[Saved data entries]
·····

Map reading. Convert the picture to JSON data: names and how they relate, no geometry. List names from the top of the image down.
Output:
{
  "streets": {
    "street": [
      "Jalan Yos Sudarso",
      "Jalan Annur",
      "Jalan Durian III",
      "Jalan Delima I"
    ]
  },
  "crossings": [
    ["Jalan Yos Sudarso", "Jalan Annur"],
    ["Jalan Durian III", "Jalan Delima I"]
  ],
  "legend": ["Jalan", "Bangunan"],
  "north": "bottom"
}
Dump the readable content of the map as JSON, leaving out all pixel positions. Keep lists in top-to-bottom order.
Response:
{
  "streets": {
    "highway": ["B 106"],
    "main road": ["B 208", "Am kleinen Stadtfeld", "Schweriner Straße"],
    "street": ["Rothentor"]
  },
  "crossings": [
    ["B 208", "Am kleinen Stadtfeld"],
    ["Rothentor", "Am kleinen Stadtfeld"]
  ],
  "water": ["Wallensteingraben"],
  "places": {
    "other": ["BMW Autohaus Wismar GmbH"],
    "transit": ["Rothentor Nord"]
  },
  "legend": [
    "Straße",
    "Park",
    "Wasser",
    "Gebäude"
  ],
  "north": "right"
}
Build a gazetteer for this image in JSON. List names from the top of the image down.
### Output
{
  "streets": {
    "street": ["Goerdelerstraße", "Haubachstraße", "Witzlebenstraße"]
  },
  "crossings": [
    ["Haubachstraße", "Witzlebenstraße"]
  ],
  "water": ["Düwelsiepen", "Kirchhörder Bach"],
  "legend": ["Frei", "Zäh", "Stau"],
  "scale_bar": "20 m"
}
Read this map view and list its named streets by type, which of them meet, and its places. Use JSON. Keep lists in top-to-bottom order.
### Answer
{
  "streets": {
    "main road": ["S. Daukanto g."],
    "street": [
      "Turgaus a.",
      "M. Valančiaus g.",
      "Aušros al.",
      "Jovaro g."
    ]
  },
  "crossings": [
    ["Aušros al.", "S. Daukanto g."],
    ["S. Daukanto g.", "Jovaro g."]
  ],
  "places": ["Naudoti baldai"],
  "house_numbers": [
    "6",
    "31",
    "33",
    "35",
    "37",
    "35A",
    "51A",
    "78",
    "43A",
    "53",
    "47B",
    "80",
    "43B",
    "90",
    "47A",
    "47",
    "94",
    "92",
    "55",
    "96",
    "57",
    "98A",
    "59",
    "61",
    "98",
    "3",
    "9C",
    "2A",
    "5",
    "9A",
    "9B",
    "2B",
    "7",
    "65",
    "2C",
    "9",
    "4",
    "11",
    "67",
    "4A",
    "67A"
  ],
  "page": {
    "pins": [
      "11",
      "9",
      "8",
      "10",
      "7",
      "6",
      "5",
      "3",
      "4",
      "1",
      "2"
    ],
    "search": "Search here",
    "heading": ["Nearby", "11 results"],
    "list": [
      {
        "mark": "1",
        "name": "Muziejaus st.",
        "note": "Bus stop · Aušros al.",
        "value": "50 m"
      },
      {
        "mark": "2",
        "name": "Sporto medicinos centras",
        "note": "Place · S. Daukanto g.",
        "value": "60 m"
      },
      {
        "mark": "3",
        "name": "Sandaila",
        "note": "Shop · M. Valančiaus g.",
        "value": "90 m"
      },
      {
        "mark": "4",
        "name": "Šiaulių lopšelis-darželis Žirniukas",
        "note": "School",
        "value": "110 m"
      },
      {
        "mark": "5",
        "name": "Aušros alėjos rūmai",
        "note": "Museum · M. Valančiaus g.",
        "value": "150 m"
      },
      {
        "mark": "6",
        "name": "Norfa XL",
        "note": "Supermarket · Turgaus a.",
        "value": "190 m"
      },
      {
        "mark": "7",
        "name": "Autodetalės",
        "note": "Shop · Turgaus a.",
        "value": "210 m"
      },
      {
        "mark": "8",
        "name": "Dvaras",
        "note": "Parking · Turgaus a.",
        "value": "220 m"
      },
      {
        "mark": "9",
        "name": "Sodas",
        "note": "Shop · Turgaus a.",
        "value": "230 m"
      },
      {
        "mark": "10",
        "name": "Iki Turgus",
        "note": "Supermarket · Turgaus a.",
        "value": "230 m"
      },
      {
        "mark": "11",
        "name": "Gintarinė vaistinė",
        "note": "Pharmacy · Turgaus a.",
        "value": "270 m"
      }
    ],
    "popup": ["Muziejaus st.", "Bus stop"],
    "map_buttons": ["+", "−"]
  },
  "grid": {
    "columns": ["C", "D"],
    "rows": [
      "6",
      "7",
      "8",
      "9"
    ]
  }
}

·····

EXERCISE >> Number of lines above with the word "kleinen": supply it alone.

TASK ANSWER >> 3